I bought Gretchen Rubin's The Four Tendencies as soon as it came out and I'm about three-quarters of the way through it. I am finding it more insightful than I expected, with things I want to remember in each chapter.
We had a chat about the Four Tendencies in the not-very-distant past, remember? Rubin's quiz told me that I was an Upholder, but I'm definitely an Upholder with some Obliger inclinations. I could take on a ten-year Dickens project happily, but I am more consistent about reading x amount of Dickens every single day if I am hosting a Dickens read-along than if I am just doing it on my own. Rubin writes about the Upholder tendency to be rigid and I was like, "Oh, hi, have you been spying on me?" I remember once when I was following FlyLady pretty closely and Christmas fell on a Monday, I felt genuinely flummoxed. I was supposed to clean my house on Monday, because Weekly Home Blessing Hour is always on Monday, and yet I was supposed to avoid unnecessary work because it was a holy day of obligation. There are many solutions to this difficulty, I can see in hindsight, but at the time I thought I might short-circuit something inside my brain deciding what to do.
I wish I had known about this framework earlier. My oldest son is a Questioner, probably with Rebel leanings, and it took me far too long to figure out that talking to him about the importance of rules was not an effective strategy. My second son is an Upholder with Questioner leanings, and I remember how distressed he would get when he was small about learning that he had violated some unfamiliar expectation -- weeping by the side of the pool, resolving never to return, when the lifeguard said he wasn't allowed to wear his floaty vest in the water.

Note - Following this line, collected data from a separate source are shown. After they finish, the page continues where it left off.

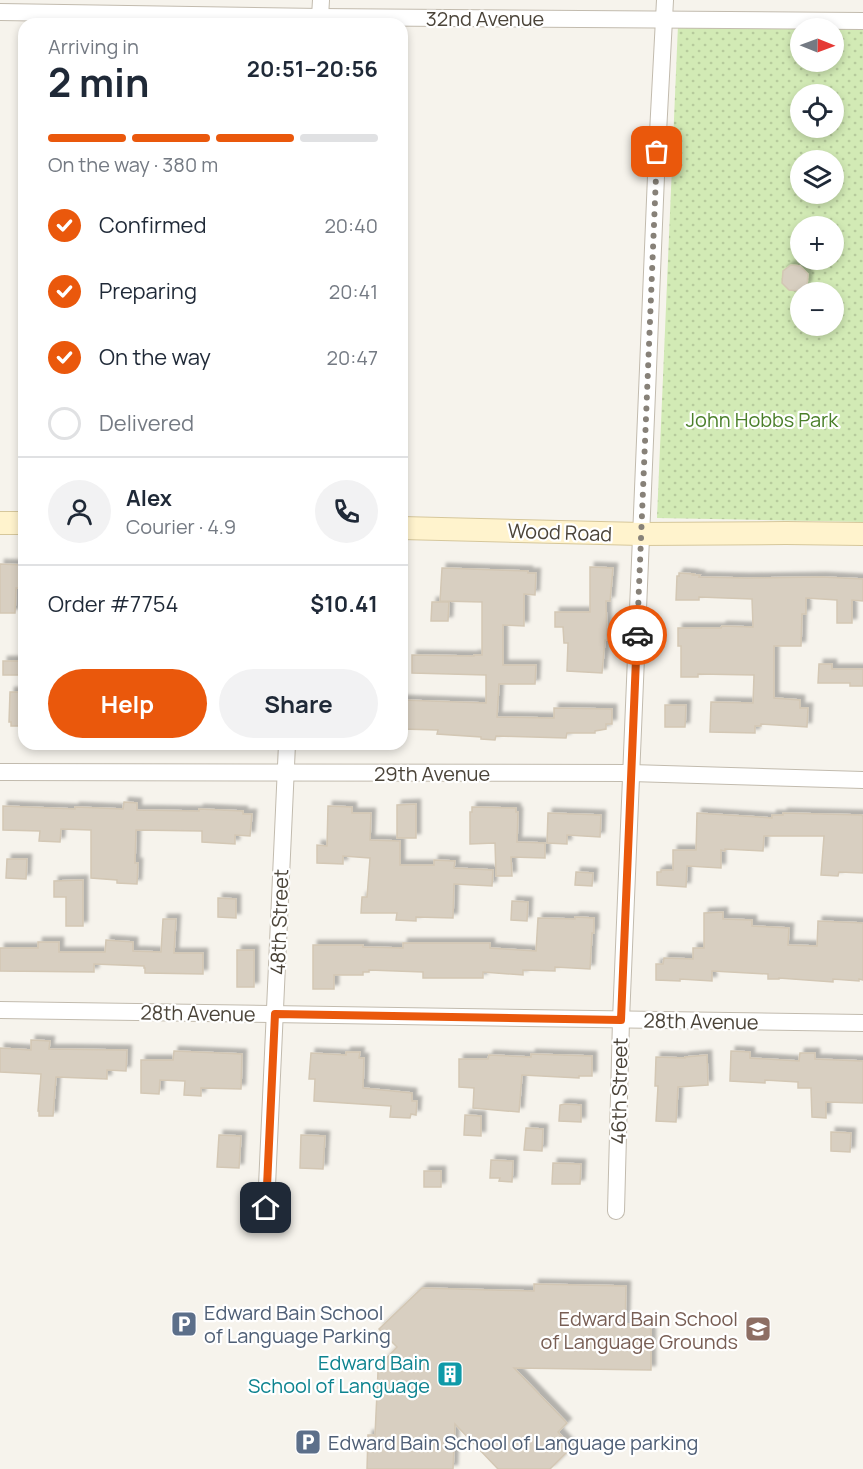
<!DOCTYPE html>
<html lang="en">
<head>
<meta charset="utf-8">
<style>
  body { margin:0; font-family:Manrope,sans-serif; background:#f2f2f3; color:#1f2937; height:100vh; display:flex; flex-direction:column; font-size:22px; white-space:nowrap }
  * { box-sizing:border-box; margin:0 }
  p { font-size:20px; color:#747a83 }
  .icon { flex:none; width:33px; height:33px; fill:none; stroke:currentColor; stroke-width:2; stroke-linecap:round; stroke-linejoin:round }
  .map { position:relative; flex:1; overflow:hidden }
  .panel { position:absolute; left:18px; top:18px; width:390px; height:732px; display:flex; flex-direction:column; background:#fff; border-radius:18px; box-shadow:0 3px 9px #0003 }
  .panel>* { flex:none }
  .needle { width:39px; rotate:91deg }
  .tools { position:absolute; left:790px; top:18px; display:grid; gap:12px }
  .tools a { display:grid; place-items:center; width:54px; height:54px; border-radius:50%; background:#fff; box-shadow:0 3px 9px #0003; font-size:30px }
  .pin { position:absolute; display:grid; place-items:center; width:51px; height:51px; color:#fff; margin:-26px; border-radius:12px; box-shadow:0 3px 9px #0006 }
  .courier { position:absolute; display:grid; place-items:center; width:60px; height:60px; margin:-30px; border:4px solid #ea580c; border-radius:50%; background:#fff; color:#222; box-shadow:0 2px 8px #0007 }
  .head em { font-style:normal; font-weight:700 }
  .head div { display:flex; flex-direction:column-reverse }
  .head { display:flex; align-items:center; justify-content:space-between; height:102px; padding:0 30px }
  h1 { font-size:39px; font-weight:700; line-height:45px }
  .bar { display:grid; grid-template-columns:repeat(4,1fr); gap:9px 6px; align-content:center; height:72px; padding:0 30px }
  .bar i { height:8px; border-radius:4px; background:#e0e1e3 }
  .bar .current { background:#ea580c }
  .bar p { grid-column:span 4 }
  .line { display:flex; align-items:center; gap:15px; padding:0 30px; border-top:2px solid #e0e1e3 }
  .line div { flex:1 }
  .round { display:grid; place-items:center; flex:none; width:63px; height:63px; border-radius:32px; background:#f2f2f3 }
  ol { padding:0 30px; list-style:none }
  li { display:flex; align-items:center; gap:18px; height:66px }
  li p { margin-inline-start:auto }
  li .icon { padding:6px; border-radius:50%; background:#ea580c; color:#fff; stroke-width:4 }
  li:last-child { color:#747a83 }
  li i { width:33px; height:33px; border:3px solid #e0e1e3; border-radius:50% }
  .primary-button { display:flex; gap:12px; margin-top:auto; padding:12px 30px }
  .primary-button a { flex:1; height:69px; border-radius:36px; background:#ea580c; color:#fff; font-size:24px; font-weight:700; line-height:69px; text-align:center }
  .primary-button a+a { background:#f2f2f3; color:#1f2937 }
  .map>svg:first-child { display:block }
  .green { fill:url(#green-dots); fill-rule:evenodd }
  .building { fill:#d8cfc1; stroke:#d3c7b4; stroke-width:1.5; filter:url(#shadow) }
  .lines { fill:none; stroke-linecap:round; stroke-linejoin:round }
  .street-casing { stroke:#c2bbae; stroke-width:18 }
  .secondary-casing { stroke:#d6c79b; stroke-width:24 }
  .street { stroke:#fff; stroke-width:16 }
  .secondary { stroke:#fff3cd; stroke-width:22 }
  .done { stroke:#878178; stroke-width:6; stroke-dasharray:0 10.8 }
  .route { stroke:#ea580c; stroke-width:8 }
  .labels { text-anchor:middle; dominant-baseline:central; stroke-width:4.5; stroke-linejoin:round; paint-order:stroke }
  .street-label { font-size:20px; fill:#4b4439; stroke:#fff }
  .park-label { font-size:20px; fill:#4a7f2a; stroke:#fff }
  .service-label { font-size:20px; fill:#4e5e75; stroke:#fff; text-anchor:start }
  .education-label { font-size:20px; fill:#785e54; stroke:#fff; text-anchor:end }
  .culture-label { font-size:20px; fill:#0d838f; stroke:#fff; text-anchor:end }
</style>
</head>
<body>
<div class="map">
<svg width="863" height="1469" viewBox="0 0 863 1469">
  <defs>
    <pattern id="green-dots" width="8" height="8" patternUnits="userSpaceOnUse" patternTransform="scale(1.5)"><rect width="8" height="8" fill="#d2eab5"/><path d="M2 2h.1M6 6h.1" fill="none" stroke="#b6ca9c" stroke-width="1.8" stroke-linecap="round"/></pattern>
    <filter id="shadow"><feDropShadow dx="4.5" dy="-4.5" stdDeviation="1.5" flood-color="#0004"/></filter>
  </defs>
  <rect width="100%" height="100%" fill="#f6f3ec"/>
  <path class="green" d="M678,25L863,29V522L657,518ZM801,28H834V62H801ZM801,94H834V128H801ZM801,160H834V194H801ZM801,226H834V260H801ZM801,292H834V326H801Z"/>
  <g class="building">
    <polygon points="791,265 800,266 808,274 807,285 800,291 789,290 782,283 783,271"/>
    <polygon points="0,564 24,565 24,588 16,588 15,613 0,613"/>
    <polygon points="590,567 613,568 610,601 606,601 607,640 605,640 602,673 567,671 568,643 564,643 563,627 555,627 555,612 590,612"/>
    <polygon points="442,568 528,571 528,573 536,573 535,595 524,594 524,626 503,625 503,665 536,665 535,684 499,684 497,717 554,718 554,708 612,709 612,724 606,724 606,729 595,731 595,733 567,733 566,738 496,736 495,740 481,739 481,737 437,734 438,730 402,729 402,700 486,703 486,675 412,673 412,655 474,656 474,655 482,655 482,602 440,601"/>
    <polygon points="679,573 694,574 693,575 700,575 699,577 746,578 822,577 863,579 863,601 852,600 852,623 837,623 837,600 806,598 806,614 802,614 801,646 774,646 774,698 800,700 800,708 808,708 807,727 761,724 761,726 755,726 755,733 710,732 711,702 753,703 754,675 698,674 698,677 681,677 681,646 678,646 678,628 721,628 722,626 753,627 752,599 699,597 699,600 676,600 677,576 679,576"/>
    <polygon points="432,602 449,602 448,621 431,621"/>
    <rect x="3" y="661" width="18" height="14"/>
    <polygon points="819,664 832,664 832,669 863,669 863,686 850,686 850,683 818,683"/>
    <polygon points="10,692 24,692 24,726 11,726 11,722 9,722"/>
    <polygon points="665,705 686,705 685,727 665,727"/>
    <polygon points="124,802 137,803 137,810 199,811 199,809 243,811 243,814 252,814 250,836 235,835 235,844 202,842 202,831 136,830 135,863 138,863 137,884 117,883 117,880 91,878 91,830 61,829 60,842 39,841 40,831 3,830 3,806 75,809 75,807 123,809"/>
    <polygon points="416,804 416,838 397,838 397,805"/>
    <polygon points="328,806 352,807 352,813 371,813 370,840 400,841 400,865 434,865 434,860 455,861 454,868 493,870 492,886 454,884 453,918 416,917 416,921 396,920 397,913 361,913 362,897 367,897 370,858 343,856 343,864 317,863 317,845 327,846"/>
    <polygon points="472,807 516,808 516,812 518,812 517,842 545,843 545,858 511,857 512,876 496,876 495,843 470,844 470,812 472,812"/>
    <polygon points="548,813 601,815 600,837 567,835 567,844 547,843"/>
    <polygon points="697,813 772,818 772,815 783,815 783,813 862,815 863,817 863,873 839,872 838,876 821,875 824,836 764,836 763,851 725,849 725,851 721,850 721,868 687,866 686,887 657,885 657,872 661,872 661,870 673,870 673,850 696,850"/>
    <polygon points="7,859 27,859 26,879 6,878"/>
    <polygon points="576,872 593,873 592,886 575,885"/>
    <polygon points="83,880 83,926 66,926 66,897 54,897 54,881"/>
    <polygon points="218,898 236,899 236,918 218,917"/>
    <polygon points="512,901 528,902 527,921 511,920"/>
    <polygon points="723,912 723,919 752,920 752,926 789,928 788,945 817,946 818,921 863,923 863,980 859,979 859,981 833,979 833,982 779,978 779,979 768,979 768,974 712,971 712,981 680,979 680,981 656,980 656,964 663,964 664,958 693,959 693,948 704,948 704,913"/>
    <polygon points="575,917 594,918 594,933 592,933 590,969 555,967 555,971 523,970 523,975 483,972 483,978 423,978 423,972 369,970 369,972 363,972 363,975 334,975 334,989 313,989 313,945 363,945 363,947 403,948 403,943 490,943 490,948 536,951 538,918 575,919"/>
    <polygon points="163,919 176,919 174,953 203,953 203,974 145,973 145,968 144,968 144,966 94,964 94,972 0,971 0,948 38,948 38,942 59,942 59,952 105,952 106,940 133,942 133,951 161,952"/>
    <rect x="237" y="950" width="17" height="37"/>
    <polygon points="31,1040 50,1041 49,1049 127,1050 126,1071 107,1070 107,1079 56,1077 53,1116 39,1116 39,1111 38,1111 41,1074 0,1072 0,1048 31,1050"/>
    <polygon points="174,1051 242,1054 241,1089 201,1088 201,1096 184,1095 185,1081 160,1080 159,1094 141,1093 141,1060 173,1060"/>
    <polygon points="731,1051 750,1052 750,1058 799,1061 800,1053 815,1053 815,1059 863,1061 863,1103 826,1102 826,1118 812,1117 811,1088 798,1088 798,1082 765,1080 765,1083 730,1081"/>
    <polygon points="346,1052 360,1052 359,1058 364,1058 363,1088 412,1093 412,1101 417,1101 416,1115 411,1114 410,1118 390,1117 391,1106 314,1101 315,1079 309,1079 311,1053 346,1055"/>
    <polygon points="531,1054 592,1056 592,1076 579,1076 579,1078 522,1075 519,1112 473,1108 474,1088 459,1087 459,1059 488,1059 489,1055 531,1057"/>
    <polygon points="707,1055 708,1085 678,1087 676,1122 656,1121 658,1086 655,1086 656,1057 685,1058 685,1057"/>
    <polygon points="565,1104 581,1105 581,1122 559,1121 560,1105"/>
    <polygon points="465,1115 481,1116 481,1136 464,1135"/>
    <polygon points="526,1128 543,1129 542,1151 524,1150"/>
    <polygon points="831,1132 851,1133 850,1152 831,1151"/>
    <polygon points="219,1135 241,1136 239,1168 217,1167"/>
    <polygon points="301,1135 325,1136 323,1169 300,1168"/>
    <polygon points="491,1160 513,1161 512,1182 499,1181 500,1178 490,1178"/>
    <polygon points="553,1163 581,1164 580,1184 552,1184"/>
    <rect x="424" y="1171" width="17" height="16"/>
    <polygon points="534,1284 626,1286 625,1324 651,1325 651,1370 514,1368 567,1423 558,1432 572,1447 550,1469 498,1469 455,1424 453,1469 367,1469 368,1435 375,1435 378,1372 381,1364 397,1347 379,1329 422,1288 534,1291"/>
  </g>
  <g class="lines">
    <defs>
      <g id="street">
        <polyline points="0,12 320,17 863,21"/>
        <polyline points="320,17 321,0"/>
        <polyline points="0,772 631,773 863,780"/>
        <polyline points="0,1010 863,1023"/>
        <polyline points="266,1208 287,744"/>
        <polyline points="616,1211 621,1020 626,898 657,152 665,0"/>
      </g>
      <g id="secondary">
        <polyline points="0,523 24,523"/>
        <polyline points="402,528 641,534 786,533 863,534"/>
      </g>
    </defs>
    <use href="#street" class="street-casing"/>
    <use href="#secondary" class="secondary-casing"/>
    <use href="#street" class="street"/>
    <use href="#secondary" class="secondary"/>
  </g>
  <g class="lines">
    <polyline class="done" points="637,635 657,152"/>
    <polyline class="route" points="266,1208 275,1014 621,1020 637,635"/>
  </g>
  <defs>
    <symbol id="parking-square" viewBox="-11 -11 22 22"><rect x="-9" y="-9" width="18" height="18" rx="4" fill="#5c6f8a" stroke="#fff"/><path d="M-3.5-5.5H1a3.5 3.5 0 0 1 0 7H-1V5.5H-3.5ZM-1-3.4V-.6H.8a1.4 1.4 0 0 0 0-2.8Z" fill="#fff"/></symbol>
    <symbol id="school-square" viewBox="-11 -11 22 22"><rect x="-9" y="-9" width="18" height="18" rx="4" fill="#8d6e63" stroke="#fff"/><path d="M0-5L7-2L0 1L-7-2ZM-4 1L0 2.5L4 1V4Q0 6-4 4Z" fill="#fff"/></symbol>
    <symbol id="building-square" viewBox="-11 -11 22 22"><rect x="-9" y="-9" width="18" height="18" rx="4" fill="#0f9aa8" stroke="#fff"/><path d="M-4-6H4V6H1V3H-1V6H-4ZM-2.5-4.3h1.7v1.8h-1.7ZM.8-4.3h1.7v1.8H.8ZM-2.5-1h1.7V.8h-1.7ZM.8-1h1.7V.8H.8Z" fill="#fff"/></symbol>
  </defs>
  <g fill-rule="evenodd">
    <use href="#parking-square" x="169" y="1309" width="30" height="30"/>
    <use href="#school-square" x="743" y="1314" width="30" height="30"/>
    <use href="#building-square" x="435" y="1359" width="30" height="30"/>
    <use href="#parking-square" x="293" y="1427" width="30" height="30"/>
  </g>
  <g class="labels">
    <g class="street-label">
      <text x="485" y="18">32nd Avenue</text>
      <text transform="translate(560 532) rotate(2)">Wood Road</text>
      <text x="432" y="773">29th Avenue</text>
      <text transform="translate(279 922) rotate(-88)">48th Street</text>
      <text transform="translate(198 1013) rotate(1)">28th Avenue</text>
      <text transform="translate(701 1021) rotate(1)">28th Avenue</text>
      <text transform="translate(619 1091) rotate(-89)">46th Street</text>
    </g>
    <g class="park-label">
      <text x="762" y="419">John Hobbs Park</text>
    </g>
    <g class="service-label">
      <text x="204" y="1312">Edward Bain School<tspan x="204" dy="23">of Language Parking</tspan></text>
      <text x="328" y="1442">Edward Bain School of Language parking</text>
    </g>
    <g class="education-label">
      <text x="738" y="1318">Edward Bain School<tspan x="738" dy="23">of Language Grounds</tspan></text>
    </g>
    <g class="culture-label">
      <text x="430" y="1362">Edward Bain<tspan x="430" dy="23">School of Language</tspan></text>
    </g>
  </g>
</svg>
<div class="tools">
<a><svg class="needle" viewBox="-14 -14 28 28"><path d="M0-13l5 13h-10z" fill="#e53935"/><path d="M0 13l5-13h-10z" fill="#747a83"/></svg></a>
<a><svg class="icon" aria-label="locate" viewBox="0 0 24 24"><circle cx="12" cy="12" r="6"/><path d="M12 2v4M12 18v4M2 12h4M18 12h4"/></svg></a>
<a><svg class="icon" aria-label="layers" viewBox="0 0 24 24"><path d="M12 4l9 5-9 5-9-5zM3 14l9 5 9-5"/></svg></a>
<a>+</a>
<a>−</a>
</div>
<div class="pin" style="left:657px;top:152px;background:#ea580c"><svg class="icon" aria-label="bag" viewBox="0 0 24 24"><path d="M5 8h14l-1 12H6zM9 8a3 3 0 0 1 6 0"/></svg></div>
<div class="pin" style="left:266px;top:1208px;background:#1f2937"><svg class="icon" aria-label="home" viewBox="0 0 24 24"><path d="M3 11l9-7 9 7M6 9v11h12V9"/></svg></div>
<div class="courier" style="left:637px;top:635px"><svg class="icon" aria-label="car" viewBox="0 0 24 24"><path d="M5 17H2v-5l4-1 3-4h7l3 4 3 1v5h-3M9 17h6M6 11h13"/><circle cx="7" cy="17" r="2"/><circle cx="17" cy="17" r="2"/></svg></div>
<section class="panel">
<div class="head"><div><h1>2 min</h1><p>Arriving in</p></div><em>20:51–20:56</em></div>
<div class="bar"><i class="current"></i><i class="current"></i><i class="current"></i><i></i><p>On the way · 380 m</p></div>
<ol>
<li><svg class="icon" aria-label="check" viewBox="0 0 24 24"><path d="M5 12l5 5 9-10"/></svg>Confirmed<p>20:40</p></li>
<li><svg class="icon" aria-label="check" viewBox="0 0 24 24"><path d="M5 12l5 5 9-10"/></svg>Preparing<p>20:41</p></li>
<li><svg class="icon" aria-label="check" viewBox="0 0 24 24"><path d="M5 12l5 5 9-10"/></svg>On the way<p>20:47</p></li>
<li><i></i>Delivered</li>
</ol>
<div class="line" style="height:108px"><a class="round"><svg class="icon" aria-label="person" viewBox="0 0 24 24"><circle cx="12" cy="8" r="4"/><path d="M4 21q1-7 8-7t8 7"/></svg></a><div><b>Alex</b><p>Courier · 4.9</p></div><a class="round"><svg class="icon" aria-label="phone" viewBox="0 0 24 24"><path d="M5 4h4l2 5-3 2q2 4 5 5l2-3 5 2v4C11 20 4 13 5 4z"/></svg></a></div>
<div class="line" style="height:78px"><div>Order #7754</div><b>$10.41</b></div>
<div class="primary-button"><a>Help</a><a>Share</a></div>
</section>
</div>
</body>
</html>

My husband is also a Questioner with Rebel leanings, and he is completely unconvinced about Rubin's divisions. This is a response she expects from Questioners, but my husband finds her assertion that Questioners gonna question to be utterly unpersuasive. Somehow our conversation took a turn in which we were speculating about the roads we might have traveled if we hadn't married each other. "You'd probably be living in a big city and have a tattooed hipster girlfriend," I said. You would have thought I'd been speaking Urdu. "Tattooed? hipster? girlfriend?" he queried. "Um, what are you talking about?" I tried to imagine my alternate Elwood-less life and came up empty. Would I even be Catholic? What if I'd settled down with another rule-follower and never learned to push back against my own worst tendencies? I'm glad he loosens me up; he's glad I make the trains run on time around here (though I like to think I am more pleasant than Mussolini). I had my planner open and he was teasing me gently as he read over my shoulder. "EARLY BEDTIME in all caps, I see," he commented. "That's because it's like today's MASS and RUN entries," I told him. "It's something that will make me feel better if I do it for myself but that's easy to push aside."
Obliger tendencies in action, you see. Can I get myself to bed in five minutes? Probably not, but off I go to see how close I can come.